Dark 'Green Hornet' Reboot Will Make a Killer Out of Britt

by Eric Francisco
Green Hornet Wikia

The Green Hornet will strike again in a new reboot film, and this time, he’ll be a real killer. After the 2011 bomb from Sony, starring Seth Rogen, Paramount acquired the rights to Green Hornet, the comic book and pulp radio crimefighter. Gavin O’Connor, who directed Ben Affleck in The Accountant, has signed on to a project which will reimagine playboy Britt Reid as a trained soldier with special undercover skills.

A dream project for the director, O’Connor says his Britt Reid will have a war background in his new, untitled Green Hornet film. Described as Batman meets Jason Bourne and Chris Kyle, the real-life sniper from American Sniper, O’Connor says Reid is “cross-trained in intelligence work and kinetic operations. A hunter at the top of the Special Operations food chain, working so far outside the system he had to think twice to remember his real name.”

Created by George W. Trendle and Fran Striker as a radio show in 1936, the Green Hornet and his partner Kato are a pair of vigilante crusaders who fight crime while posing as criminals themselves. Originating in radio before moving to comics, Green Hornet is best known for the short-lived TV series starring Van Williams and Bruce Lee. The show had a crossover with another superhero classic, Batman.
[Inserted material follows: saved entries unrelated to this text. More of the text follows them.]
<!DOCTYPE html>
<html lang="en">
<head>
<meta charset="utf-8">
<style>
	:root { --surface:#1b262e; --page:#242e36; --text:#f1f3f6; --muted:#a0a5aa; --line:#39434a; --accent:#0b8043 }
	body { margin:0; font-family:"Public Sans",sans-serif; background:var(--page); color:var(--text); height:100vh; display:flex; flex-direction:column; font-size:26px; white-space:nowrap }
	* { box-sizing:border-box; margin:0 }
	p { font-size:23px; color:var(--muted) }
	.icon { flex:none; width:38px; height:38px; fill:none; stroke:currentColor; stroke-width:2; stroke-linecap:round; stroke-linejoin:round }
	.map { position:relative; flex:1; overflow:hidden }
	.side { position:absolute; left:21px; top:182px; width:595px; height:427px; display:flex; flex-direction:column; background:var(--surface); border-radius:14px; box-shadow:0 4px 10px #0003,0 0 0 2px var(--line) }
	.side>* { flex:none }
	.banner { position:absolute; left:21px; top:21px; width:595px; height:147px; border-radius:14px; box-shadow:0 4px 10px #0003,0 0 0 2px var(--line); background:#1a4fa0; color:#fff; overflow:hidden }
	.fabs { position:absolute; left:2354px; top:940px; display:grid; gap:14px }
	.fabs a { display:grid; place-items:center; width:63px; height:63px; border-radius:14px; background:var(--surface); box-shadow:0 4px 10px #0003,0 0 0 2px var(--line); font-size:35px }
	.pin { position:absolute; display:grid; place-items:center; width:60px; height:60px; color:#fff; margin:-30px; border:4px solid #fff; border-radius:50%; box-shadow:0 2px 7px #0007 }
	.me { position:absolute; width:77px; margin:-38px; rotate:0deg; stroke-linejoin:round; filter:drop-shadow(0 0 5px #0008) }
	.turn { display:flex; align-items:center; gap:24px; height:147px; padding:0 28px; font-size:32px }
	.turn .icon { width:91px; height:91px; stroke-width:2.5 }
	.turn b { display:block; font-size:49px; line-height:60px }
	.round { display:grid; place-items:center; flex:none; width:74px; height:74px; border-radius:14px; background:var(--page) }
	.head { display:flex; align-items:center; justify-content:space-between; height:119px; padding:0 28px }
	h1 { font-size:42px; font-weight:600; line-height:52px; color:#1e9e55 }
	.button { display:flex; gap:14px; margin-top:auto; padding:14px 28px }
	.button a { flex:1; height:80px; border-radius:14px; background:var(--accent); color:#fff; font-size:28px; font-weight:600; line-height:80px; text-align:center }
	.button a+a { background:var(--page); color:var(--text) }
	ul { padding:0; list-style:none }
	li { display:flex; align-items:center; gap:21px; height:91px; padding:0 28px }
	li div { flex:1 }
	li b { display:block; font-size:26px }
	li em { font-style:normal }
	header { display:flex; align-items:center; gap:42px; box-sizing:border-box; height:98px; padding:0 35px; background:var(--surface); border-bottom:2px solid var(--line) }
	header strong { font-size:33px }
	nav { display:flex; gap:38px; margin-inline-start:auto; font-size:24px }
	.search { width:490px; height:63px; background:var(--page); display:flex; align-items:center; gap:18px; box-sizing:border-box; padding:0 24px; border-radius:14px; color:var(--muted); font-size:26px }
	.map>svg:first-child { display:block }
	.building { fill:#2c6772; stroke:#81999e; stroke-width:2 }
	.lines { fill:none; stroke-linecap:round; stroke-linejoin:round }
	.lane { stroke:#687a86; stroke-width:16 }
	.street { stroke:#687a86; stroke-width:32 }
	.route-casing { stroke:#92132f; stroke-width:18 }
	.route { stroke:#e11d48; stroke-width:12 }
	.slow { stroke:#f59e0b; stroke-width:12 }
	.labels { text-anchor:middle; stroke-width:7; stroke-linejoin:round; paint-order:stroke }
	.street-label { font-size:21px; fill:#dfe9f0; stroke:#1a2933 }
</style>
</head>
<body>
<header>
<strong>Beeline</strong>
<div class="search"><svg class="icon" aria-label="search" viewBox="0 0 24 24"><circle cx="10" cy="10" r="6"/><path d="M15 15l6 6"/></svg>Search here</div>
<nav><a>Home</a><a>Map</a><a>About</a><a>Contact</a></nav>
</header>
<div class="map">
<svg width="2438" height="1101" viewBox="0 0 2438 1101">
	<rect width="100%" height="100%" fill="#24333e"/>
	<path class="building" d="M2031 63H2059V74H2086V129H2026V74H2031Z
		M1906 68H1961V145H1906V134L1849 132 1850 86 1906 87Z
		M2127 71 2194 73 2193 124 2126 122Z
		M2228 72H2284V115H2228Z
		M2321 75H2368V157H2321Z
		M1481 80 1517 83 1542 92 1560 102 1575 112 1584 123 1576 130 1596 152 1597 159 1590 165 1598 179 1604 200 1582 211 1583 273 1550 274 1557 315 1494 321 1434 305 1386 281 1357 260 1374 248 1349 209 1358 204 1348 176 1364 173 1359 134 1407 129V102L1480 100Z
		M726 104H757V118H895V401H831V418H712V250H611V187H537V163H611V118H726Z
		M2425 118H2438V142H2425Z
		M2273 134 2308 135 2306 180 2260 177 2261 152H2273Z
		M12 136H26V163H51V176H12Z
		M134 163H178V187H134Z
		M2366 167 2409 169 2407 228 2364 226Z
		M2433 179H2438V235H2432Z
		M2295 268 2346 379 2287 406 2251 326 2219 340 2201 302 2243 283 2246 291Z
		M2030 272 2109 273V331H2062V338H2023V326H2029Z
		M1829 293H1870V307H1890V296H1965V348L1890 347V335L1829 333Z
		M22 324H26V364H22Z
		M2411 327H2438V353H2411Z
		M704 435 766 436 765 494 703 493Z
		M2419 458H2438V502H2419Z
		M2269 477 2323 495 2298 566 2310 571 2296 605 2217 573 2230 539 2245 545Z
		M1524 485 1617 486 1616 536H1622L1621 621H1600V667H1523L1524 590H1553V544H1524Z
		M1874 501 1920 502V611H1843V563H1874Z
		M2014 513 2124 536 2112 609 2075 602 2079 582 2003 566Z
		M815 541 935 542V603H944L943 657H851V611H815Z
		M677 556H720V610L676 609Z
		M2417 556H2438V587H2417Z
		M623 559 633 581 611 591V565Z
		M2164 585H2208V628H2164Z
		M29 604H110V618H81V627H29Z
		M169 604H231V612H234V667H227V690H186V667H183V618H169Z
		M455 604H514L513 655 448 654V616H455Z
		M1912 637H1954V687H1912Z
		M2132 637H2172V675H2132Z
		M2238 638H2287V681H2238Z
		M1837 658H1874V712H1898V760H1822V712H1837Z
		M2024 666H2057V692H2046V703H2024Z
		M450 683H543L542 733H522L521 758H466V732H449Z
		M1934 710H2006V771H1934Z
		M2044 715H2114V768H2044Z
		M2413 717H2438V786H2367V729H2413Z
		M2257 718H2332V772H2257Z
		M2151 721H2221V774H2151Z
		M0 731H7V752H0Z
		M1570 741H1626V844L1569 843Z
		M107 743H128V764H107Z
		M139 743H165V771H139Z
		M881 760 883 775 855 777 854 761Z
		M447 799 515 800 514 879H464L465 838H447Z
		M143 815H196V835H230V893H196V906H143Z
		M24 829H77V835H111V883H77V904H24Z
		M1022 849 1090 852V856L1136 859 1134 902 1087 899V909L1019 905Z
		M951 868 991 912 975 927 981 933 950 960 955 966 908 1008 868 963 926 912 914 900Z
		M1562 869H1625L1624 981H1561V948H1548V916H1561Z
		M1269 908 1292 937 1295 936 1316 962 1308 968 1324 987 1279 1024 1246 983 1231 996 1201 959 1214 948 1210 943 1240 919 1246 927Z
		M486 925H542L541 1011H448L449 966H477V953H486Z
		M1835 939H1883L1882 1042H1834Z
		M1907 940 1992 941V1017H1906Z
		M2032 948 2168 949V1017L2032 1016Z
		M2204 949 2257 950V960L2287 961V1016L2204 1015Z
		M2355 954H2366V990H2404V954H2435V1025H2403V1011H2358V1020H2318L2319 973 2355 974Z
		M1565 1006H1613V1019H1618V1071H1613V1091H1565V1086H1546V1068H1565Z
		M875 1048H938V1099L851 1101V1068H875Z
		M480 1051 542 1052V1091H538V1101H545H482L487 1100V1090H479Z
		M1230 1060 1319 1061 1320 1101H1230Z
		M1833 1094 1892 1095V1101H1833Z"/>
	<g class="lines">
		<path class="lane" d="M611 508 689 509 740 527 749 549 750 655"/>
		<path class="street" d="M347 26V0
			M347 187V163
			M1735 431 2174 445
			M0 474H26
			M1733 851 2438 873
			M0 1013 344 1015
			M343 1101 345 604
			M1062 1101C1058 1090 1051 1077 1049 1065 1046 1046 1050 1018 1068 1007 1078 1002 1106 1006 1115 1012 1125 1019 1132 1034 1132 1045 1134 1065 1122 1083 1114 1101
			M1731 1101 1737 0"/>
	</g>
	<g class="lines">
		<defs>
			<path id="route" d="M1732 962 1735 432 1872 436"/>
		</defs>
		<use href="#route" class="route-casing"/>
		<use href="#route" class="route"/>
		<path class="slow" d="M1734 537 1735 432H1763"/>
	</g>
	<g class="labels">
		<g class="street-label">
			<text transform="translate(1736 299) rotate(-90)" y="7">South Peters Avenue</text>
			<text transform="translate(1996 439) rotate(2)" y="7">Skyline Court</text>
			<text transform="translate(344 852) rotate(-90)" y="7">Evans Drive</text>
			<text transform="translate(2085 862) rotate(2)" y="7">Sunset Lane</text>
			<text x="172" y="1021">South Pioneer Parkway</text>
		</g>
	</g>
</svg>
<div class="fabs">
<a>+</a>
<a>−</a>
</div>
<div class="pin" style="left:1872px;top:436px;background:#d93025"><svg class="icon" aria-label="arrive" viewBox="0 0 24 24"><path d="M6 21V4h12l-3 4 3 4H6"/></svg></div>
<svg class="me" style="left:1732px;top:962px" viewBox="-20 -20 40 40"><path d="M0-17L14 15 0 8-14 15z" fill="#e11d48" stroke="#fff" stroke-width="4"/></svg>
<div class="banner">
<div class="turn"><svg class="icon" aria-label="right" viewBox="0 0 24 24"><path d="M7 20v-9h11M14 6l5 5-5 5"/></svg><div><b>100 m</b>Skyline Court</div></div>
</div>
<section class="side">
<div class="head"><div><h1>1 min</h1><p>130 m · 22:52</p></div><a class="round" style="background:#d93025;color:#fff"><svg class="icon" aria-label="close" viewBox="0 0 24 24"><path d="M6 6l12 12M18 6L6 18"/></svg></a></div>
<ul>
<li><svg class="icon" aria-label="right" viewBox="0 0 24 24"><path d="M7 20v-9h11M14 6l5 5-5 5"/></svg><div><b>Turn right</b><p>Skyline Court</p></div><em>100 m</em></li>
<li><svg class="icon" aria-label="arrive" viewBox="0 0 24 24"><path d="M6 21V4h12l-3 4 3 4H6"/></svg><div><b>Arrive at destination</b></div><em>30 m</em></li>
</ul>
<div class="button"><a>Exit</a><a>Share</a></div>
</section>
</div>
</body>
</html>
The Green Hornet and Kato meet The Shadow, from the 2012 comics crossover 'Masks' illustrated by Alex Ross and published by Dynamite Comics.

Borg

O’Connor’s description is a strong departure from previous versions of Reid, including Williams and Seth Rogen who played the character in the 2011 movie. O’Connor says Britt has “lost faith in the system” and “in institutions” as “a man at war with himself.”

“A secret war of self that’s connected to the absence of his father. It’s the dragon that’s lived with him that he needs to slay,” added O’Connor. “My intention is to bring a gravitas to the Green Hornet that wipes away the camp and kitsch of the previous iteration.” O’Connor further describes the new Britt as a “modern Hamlet” who by “uncovering his past, and the truth of his father, Britt unlocks the future.”

Sean O’Keefe, who recently wrote the screenplay for a movie version of Watch Dogs, will also write O’Connor’s Green Hornet. There is no confirmed release date.